Portland Pedal Power
Portland Pedal Power (PPP) is a cool catering company that delivers great healthy food via bicycles in downtown Portland, Oregon. Catering by bike sustainably brings food and products to businesses which reduces traffic congestion and C02 emissions on busy downtown streets. PPP helps companies enhance their sustainable business practices and actively lessens their environmental footprint. PPP also encourages their vendors to think differently about packaging, waste, and reuse practices. Their fleet has grown to 14 delivery bikes and they are catering bigger and better lunches while fueling local restaurant sales.
Project Overview
PPP outsourced all of their tech development and administration to Chromedia.

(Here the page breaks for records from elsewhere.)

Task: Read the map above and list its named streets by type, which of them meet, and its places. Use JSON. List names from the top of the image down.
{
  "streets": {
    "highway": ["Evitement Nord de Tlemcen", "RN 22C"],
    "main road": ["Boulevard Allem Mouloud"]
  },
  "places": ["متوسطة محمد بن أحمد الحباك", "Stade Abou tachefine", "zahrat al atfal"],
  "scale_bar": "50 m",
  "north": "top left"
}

Our involvement began with production software that had some partially completed unreleased new features, along with servers that had been mostly neglected for years and were more than 3 versions behind. Our first tasks were to refactor the existing codebase, fix long standing bugs, create a quality control plan, modernize the server software, migrate to AWS, and then plan, build, and release new features.
Key Services Provided
AWS System Administration
UI/UX Design
Web Development
Project Management
Quality Assurance
Our Approach
Refactored the backend and updated libraries
Restructured the database to modernize and eliminate redundancy
Migrated to AWS and updated all software
Added security and site monitoring systems
Implemented Quality Control measures
Built new features and functionality
Updated UI for the application
Highlights
- Active participation from client with daily stand up meetings
- Client encourages our team to push back on ideas and collaborate towards new solutions
Challenges
- Previous developers did not properly fork their work into new branches, requiring us to review their work, refactor their code, fix their bugs, and quality check everything before we could launch a single line of our own code. This was a big set back on timelines.
- During the first week of our partnership, the PPP site got hacked to mine bitcoins and the business critical systems slowed to a halt. The outdated servers had no means to defend themselves and the server software could not be updated until the new code could be refactored and launched. We had to manually monitor the servers and fight back the hackers for months until we could migrate to a new and secure environment.